INSTRUCTIONS TO FOLLOW: Print all records exactly, pictures left out.

EXERCISE MATERIAL:
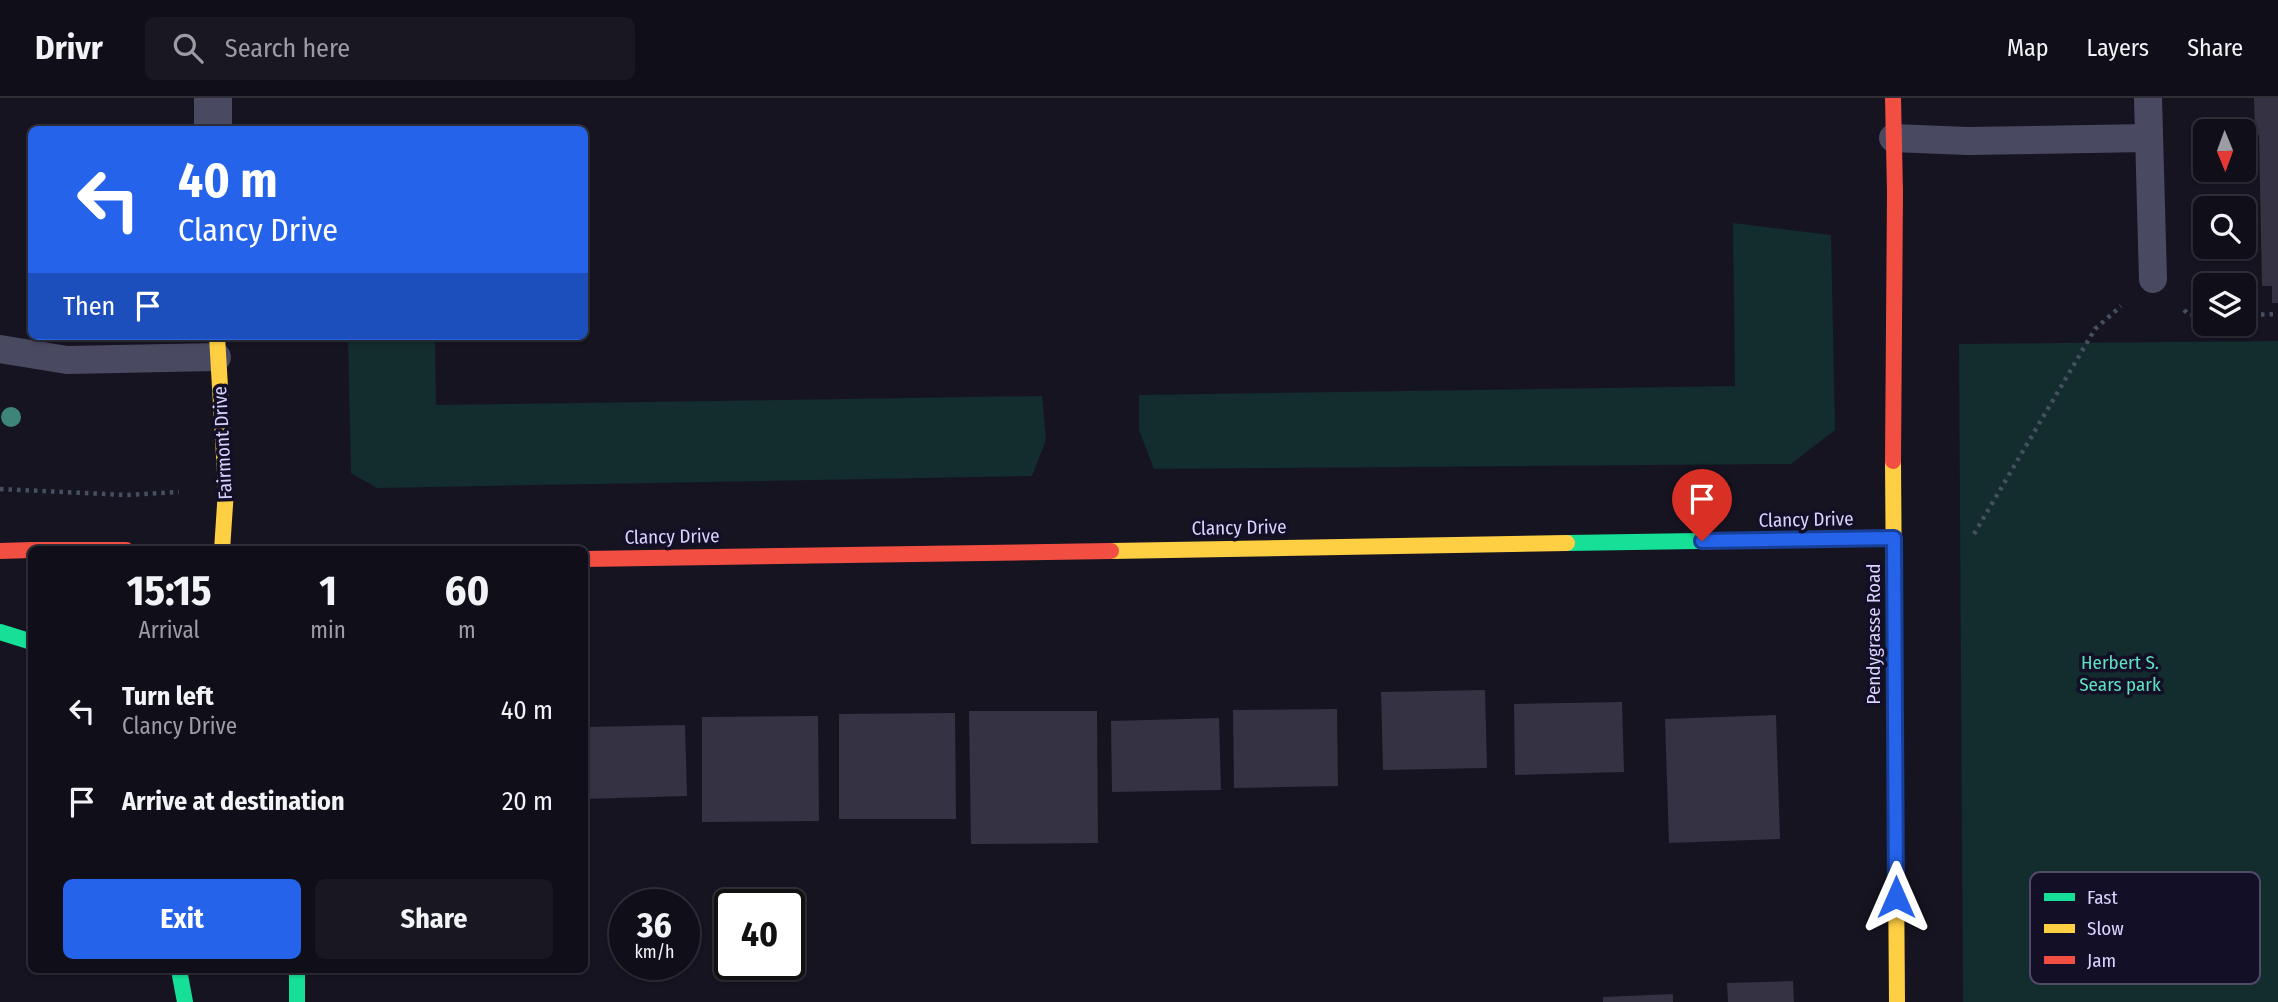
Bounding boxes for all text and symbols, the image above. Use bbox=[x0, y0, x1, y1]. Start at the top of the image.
search box bbox=[145, 17, 635, 80]
text: Drivr bbox=[35, 28, 103, 68]
icon: search bbox=[169, 29, 207, 67]
text: Search here bbox=[225, 33, 350, 64]
text: Map bbox=[2007, 34, 2049, 62]
text: Layers bbox=[2087, 34, 2149, 62]
text: Share bbox=[2187, 34, 2243, 62]
north arrow bbox=[2193, 119, 2256, 182]
map controls bbox=[2193, 119, 2256, 336]
text: 40 m bbox=[178, 151, 278, 210]
icon: left bbox=[63, 154, 154, 245]
button: search bbox=[2193, 196, 2256, 259]
text: Clancy Drive bbox=[178, 211, 338, 249]
button: layers bbox=[2193, 273, 2256, 336]
icon: arrive bbox=[129, 287, 167, 325]
text: Then bbox=[63, 291, 115, 322]
street label: Fairmont Drive bbox=[208, 386, 237, 500]
pin bbox=[1672, 469, 1732, 541]
icon: arrive bbox=[1683, 480, 1721, 518]
street label: Clancy Drive bbox=[1758, 507, 1854, 532]
street label: Clancy Drive bbox=[1191, 515, 1287, 540]
street label: Clancy Drive bbox=[624, 524, 720, 549]
street label: Pendygrasse Road bbox=[1862, 564, 1885, 704]
text: 15:15 bbox=[127, 566, 212, 616]
text: 1 bbox=[319, 566, 337, 616]
text: 60 bbox=[444, 566, 489, 616]
text: Arrival bbox=[139, 616, 200, 644]
text: min bbox=[310, 616, 346, 644]
text: m bbox=[458, 616, 476, 644]
park label: Herbert S. Sears park bbox=[2079, 651, 2161, 696]
text: Turn left bbox=[122, 681, 214, 712]
icon: left bbox=[63, 692, 101, 730]
text: 40 m bbox=[501, 695, 553, 726]
text: Clancy Drive bbox=[122, 712, 237, 740]
icon: arrive bbox=[63, 783, 101, 821]
text: Arrive at destination bbox=[122, 786, 345, 817]
text: 20 m bbox=[502, 786, 553, 817]
position arrow bbox=[1859, 860, 1933, 934]
legend bbox=[2030, 872, 2260, 984]
button: Exit bbox=[63, 879, 301, 959]
button: Share bbox=[315, 879, 553, 959]
text: Fast bbox=[2087, 886, 2118, 909]
speed limit sign: 40 bbox=[714, 889, 805, 980]
text: 36 bbox=[637, 904, 672, 946]
text: Slow bbox=[2087, 917, 2124, 940]
text: km/h bbox=[634, 941, 675, 963]
text: Jam bbox=[2087, 949, 2116, 972]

EXERCISE RESPONSE:
Bounding boxes for all text and symbols, the image above. Use bbox=[x0, y0, x1, y1]. Start at the top of the image.
search box bbox=[145, 17, 635, 80]
text: Drivr bbox=[35, 28, 103, 68]
icon: search bbox=[169, 29, 207, 67]
text: Search here bbox=[225, 33, 350, 64]
text: Map bbox=[2007, 34, 2049, 62]
text: Layers bbox=[2087, 34, 2149, 62]
text: Share bbox=[2187, 34, 2243, 62]
north arrow bbox=[2193, 119, 2256, 182]
map controls bbox=[2193, 119, 2256, 336]
text: 40 m bbox=[178, 151, 278, 210]
icon: left bbox=[63, 154, 154, 245]
button: search bbox=[2193, 196, 2256, 259]
text: Clancy Drive bbox=[178, 211, 338, 249]
button: layers bbox=[2193, 273, 2256, 336]
icon: arrive bbox=[129, 287, 167, 325]
text: Then bbox=[63, 291, 115, 322]
street label: Fairmont Drive bbox=[208, 386, 237, 500]
pin bbox=[1672, 469, 1732, 541]
icon: arrive bbox=[1683, 480, 1721, 518]
street label: Clancy Drive bbox=[1758, 507, 1854, 532]
street label: Clancy Drive bbox=[1191, 515, 1287, 540]
street label: Clancy Drive bbox=[624, 524, 720, 549]
street label: Pendygrasse Road bbox=[1862, 564, 1885, 704]
text: 15:15 bbox=[127, 566, 212, 616]
text: 1 bbox=[319, 566, 337, 616]
text: 60 bbox=[444, 566, 489, 616]
text: Arrival bbox=[139, 616, 200, 644]
text: min bbox=[310, 616, 346, 644]
text: m bbox=[458, 616, 476, 644]
park label: Herbert S. Sears park bbox=[2079, 651, 2161, 696]
text: Turn left bbox=[122, 681, 214, 712]
icon: left bbox=[63, 692, 101, 730]
text: 40 m bbox=[501, 695, 553, 726]
text: Clancy Drive bbox=[122, 712, 237, 740]
icon: arrive bbox=[63, 783, 101, 821]
text: Arrive at destination bbox=[122, 786, 345, 817]
text: 20 m bbox=[502, 786, 553, 817]
position arrow bbox=[1859, 860, 1933, 934]
legend bbox=[2030, 872, 2260, 984]
button: Exit bbox=[63, 879, 301, 959]
button: Share bbox=[315, 879, 553, 959]
text: Fast bbox=[2087, 886, 2118, 909]
speed limit sign: 40 bbox=[714, 889, 805, 980]
text: 36 bbox=[637, 904, 672, 946]
text: Slow bbox=[2087, 917, 2124, 940]
text: km/h bbox=[634, 941, 675, 963]
text: Jam bbox=[2087, 949, 2116, 972]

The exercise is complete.